The current plugin stack is documented in the Arrowhead setup notes. It includes core navigation and linking tools, cleanup utilities, Quick Switcher++, media transcript helpers, and my own Metrics plugin for structured records.
Development log
- April 2025 records an early note-search idea that might become either an Obsidian plugin or a native app.
- June 2025 covers the first useful MCP server version working with Claude and the Obsidian vault.
- July 2025 notes the note-search work becoming Obsidian-compatible.
- August 2025 marks the pivot toward an Obsidian companion app.
- September 2025 describes the combination of Claude Code, Obsidian, and local vault tooling as a file-based note-taking system.
- October 2025 introduces Arrowhead CLI as an Obsidian-aware search and discovery layer.

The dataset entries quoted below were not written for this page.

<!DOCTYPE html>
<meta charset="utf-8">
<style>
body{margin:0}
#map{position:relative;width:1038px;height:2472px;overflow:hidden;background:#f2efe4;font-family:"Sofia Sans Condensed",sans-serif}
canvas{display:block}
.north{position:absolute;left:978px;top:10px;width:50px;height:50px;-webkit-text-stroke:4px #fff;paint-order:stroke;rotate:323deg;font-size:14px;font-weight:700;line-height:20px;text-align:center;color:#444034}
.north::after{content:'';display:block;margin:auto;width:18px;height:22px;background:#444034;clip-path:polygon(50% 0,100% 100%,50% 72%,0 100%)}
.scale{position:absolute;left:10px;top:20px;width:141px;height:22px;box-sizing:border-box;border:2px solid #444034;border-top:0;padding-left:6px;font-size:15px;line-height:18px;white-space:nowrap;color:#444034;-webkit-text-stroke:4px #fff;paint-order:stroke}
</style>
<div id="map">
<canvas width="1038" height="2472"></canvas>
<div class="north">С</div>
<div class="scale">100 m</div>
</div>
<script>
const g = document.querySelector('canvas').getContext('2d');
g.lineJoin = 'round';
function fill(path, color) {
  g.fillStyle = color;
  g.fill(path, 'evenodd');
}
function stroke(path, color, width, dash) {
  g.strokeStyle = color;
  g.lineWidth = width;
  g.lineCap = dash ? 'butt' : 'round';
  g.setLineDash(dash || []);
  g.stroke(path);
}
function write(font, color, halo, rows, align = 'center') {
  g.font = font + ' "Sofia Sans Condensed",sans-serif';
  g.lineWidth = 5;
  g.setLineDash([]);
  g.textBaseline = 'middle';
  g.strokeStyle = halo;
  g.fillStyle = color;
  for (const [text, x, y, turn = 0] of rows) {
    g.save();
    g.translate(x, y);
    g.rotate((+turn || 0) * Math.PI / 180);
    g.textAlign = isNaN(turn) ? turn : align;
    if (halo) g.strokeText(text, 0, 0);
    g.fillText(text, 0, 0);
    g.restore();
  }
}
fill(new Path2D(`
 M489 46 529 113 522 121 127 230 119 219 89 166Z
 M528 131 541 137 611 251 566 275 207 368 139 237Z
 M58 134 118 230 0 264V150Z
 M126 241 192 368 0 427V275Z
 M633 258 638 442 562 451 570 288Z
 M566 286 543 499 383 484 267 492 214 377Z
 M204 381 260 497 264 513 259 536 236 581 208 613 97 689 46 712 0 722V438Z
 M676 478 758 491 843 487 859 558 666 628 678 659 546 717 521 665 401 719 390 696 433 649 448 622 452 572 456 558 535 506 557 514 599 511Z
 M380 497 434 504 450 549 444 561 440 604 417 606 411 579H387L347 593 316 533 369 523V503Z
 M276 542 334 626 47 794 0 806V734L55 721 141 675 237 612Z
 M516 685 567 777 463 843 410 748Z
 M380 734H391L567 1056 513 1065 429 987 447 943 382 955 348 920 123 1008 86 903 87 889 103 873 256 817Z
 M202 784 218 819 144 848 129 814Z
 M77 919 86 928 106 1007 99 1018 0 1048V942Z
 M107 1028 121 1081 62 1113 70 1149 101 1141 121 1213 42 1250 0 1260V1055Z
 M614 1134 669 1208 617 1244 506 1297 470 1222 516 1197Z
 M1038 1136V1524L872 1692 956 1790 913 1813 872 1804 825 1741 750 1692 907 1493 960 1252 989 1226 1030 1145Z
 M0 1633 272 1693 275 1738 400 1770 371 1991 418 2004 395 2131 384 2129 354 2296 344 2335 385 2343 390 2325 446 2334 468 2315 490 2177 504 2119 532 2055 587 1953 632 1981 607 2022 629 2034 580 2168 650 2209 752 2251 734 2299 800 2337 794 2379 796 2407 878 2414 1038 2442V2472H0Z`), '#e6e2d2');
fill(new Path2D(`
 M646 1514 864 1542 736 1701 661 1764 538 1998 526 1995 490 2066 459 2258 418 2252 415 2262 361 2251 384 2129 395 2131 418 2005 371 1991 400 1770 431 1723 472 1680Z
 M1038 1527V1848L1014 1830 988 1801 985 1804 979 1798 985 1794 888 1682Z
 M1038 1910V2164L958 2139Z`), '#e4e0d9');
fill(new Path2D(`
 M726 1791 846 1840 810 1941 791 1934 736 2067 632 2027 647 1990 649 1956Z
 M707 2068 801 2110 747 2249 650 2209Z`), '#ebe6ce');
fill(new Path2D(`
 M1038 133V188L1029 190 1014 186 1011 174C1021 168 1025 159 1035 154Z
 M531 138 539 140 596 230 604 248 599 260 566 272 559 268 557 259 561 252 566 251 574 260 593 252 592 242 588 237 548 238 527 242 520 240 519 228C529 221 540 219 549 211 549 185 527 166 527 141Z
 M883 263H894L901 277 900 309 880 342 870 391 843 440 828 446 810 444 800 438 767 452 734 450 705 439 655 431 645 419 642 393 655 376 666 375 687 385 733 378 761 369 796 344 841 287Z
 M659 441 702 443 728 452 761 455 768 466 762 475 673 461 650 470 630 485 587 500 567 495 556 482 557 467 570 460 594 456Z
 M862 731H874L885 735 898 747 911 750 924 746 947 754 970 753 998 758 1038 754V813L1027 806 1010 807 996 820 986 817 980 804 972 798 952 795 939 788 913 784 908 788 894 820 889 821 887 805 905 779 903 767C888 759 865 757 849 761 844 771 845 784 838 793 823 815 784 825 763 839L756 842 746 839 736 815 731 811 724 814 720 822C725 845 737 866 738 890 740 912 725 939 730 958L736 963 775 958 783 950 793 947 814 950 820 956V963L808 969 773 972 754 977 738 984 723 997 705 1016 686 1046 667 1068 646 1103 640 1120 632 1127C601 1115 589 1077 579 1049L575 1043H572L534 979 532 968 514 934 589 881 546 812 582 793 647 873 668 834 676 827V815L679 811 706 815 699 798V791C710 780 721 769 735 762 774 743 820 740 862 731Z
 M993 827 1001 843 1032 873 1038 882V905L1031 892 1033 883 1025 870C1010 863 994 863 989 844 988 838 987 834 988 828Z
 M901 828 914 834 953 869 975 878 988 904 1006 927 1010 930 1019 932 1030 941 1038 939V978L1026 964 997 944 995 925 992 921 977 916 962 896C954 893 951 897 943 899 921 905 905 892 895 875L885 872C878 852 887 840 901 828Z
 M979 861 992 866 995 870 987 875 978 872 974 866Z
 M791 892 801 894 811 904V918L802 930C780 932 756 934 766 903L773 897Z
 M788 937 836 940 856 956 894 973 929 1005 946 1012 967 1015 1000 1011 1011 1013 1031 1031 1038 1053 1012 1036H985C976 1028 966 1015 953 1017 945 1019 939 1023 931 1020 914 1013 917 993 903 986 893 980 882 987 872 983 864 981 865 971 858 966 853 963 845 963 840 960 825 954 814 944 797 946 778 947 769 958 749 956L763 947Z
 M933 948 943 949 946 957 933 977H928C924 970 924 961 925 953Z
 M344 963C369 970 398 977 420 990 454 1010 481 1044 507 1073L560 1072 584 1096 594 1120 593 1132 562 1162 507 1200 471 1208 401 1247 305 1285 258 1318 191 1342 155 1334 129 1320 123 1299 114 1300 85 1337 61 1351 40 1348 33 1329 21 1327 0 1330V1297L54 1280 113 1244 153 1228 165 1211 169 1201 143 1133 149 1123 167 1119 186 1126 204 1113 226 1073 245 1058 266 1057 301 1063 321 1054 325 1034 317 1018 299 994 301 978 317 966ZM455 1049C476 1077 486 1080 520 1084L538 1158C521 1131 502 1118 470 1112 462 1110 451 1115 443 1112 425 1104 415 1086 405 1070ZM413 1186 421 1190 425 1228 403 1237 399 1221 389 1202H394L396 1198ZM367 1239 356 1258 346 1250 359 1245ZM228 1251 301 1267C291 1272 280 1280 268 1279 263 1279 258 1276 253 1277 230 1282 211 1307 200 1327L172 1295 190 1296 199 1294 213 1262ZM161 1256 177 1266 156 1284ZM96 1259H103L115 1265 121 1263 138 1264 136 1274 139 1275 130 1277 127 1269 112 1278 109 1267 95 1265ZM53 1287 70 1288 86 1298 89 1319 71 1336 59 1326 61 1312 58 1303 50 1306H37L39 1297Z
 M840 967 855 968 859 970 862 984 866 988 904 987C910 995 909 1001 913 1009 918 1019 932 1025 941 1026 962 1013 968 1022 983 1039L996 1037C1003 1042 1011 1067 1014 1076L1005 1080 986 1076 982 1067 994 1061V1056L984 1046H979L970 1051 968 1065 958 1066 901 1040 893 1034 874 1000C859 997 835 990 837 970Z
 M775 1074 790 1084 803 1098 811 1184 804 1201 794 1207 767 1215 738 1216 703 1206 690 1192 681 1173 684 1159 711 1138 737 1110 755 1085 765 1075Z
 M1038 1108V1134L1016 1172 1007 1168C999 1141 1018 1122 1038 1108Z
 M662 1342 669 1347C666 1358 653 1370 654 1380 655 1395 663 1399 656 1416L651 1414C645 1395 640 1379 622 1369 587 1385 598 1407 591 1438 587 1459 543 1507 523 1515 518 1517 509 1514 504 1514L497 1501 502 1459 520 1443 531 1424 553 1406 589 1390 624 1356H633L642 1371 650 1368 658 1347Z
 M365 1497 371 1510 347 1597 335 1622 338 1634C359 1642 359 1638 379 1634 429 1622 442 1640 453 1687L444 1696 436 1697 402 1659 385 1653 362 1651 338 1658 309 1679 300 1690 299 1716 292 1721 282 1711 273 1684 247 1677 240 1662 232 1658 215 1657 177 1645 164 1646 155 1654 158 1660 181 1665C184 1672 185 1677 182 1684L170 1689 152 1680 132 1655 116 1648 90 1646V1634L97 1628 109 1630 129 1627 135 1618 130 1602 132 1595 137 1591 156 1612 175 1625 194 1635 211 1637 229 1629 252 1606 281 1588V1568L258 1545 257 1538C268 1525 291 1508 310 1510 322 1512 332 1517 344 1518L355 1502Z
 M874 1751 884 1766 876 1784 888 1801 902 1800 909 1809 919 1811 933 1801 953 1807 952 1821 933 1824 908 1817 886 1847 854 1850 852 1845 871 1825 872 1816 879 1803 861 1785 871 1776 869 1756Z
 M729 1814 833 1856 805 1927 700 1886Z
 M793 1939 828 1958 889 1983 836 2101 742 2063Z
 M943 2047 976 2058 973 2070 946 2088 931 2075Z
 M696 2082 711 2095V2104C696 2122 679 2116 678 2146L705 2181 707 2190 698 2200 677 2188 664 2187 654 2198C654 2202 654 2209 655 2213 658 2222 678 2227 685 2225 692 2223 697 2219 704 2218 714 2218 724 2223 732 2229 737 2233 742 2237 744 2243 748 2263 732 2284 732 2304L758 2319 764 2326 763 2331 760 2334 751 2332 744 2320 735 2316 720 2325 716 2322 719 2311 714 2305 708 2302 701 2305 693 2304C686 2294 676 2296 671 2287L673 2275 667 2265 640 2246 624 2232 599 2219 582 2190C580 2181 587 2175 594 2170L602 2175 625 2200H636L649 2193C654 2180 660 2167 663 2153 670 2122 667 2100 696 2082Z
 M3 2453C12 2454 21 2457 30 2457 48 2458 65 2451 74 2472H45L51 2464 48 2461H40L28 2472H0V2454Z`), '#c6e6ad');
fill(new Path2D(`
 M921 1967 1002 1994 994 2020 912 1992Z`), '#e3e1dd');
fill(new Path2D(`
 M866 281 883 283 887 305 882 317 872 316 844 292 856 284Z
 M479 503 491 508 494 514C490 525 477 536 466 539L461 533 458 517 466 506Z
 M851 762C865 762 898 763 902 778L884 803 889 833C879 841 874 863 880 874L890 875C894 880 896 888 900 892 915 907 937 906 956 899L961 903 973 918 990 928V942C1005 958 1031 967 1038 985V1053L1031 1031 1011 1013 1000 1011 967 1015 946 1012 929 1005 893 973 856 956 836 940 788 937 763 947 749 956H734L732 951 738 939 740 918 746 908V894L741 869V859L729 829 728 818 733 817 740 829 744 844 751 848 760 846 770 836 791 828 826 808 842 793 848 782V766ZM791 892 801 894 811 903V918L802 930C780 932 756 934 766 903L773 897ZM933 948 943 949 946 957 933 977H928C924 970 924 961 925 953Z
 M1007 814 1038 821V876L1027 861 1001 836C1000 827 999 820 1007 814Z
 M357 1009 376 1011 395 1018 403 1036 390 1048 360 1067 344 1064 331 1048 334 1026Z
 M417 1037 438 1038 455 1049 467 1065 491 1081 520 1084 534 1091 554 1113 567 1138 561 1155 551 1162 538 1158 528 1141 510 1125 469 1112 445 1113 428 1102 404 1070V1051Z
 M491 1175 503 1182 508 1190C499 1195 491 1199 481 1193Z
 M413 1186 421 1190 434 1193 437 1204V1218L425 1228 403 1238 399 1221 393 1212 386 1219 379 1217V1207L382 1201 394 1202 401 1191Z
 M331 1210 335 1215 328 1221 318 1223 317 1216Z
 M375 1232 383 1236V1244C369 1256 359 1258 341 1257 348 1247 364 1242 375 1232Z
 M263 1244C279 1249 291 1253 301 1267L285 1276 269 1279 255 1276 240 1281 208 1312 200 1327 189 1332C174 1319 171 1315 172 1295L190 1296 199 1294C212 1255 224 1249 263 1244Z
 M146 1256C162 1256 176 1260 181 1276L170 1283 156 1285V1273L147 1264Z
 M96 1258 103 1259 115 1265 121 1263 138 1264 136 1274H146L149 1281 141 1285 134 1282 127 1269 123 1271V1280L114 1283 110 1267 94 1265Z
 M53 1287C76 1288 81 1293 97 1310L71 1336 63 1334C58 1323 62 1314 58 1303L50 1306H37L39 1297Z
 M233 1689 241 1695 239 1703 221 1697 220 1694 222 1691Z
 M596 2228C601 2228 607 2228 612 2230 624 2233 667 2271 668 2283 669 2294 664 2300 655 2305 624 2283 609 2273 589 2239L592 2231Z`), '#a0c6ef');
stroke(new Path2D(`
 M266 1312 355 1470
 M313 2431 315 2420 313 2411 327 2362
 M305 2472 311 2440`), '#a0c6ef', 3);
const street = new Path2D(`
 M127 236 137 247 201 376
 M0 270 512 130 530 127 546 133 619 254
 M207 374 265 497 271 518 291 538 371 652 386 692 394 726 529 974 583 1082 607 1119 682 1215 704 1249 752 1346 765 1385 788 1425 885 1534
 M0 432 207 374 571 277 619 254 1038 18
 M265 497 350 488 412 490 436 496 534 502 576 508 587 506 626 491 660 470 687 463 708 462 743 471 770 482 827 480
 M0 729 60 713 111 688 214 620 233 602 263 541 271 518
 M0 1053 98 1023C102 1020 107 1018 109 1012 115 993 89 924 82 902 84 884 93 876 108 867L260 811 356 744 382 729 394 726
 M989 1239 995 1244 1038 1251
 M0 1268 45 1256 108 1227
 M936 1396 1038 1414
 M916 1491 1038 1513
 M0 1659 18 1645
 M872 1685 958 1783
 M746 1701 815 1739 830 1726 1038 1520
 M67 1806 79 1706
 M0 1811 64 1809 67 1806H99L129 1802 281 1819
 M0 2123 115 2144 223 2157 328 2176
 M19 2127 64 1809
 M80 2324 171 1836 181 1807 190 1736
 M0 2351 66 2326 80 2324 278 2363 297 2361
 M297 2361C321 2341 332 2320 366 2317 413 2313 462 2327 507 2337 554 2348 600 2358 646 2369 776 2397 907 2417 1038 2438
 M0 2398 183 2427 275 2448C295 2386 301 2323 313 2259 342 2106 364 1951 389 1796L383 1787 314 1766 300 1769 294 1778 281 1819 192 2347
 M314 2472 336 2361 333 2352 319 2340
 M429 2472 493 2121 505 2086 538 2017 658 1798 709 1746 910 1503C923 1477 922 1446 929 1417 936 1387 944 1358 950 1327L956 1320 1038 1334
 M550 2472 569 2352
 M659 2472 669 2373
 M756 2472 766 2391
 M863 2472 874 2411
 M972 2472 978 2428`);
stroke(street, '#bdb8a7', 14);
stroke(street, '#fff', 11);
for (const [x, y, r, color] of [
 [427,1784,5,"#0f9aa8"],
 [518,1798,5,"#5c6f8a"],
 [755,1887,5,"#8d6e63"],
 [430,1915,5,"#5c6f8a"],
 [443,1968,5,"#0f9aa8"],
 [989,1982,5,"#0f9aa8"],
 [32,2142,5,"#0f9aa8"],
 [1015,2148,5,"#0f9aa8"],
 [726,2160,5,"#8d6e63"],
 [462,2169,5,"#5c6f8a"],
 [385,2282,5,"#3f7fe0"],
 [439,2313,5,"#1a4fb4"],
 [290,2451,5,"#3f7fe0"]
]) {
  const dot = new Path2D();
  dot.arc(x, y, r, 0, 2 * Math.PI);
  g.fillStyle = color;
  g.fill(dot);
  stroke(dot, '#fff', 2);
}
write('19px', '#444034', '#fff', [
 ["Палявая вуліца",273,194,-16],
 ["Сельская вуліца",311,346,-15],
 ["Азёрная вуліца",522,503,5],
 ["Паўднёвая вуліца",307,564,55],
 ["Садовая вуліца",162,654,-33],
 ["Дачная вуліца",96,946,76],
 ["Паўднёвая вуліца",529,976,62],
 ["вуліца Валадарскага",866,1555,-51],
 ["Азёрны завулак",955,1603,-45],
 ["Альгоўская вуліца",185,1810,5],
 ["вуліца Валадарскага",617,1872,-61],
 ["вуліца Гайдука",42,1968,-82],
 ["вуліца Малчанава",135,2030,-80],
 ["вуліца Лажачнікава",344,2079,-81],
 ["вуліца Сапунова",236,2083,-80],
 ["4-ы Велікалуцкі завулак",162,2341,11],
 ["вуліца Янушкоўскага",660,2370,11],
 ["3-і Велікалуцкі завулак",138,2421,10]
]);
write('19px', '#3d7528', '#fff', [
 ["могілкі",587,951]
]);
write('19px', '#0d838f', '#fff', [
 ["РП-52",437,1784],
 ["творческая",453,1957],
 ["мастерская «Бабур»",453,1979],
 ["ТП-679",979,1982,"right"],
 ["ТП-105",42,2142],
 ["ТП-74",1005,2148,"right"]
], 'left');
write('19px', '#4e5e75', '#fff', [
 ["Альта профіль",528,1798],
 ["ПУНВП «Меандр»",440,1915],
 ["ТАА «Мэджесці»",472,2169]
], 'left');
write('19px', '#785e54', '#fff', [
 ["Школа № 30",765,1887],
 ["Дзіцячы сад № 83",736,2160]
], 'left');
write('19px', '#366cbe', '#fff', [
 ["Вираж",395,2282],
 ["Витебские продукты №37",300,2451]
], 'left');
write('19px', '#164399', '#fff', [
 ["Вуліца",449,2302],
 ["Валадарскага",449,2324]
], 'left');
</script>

- April 2026 collects the first public Obsidian plugins in this direction: Vault Tasks, Plaintext Task, and Metrics.
Where this is going
I am interested in Obsidian as a stable, local, human-scale surface for a broader plain-text workspace, but also as a kind of malleable software: an environment that can be reshaped through small plugins and command-line tools. The plugins here begin with my own needs first. The command-line tools do indexing, capture, naming, and data import around the same files; they also give AI agents running through harnesses like Codex or Claude Code a practical way to read and manipulate the corpus. Together they form a system where notes, tasks, metrics, transcripts, and paper scans can stay in one inspectable corpus without depending on a single app to understand everything.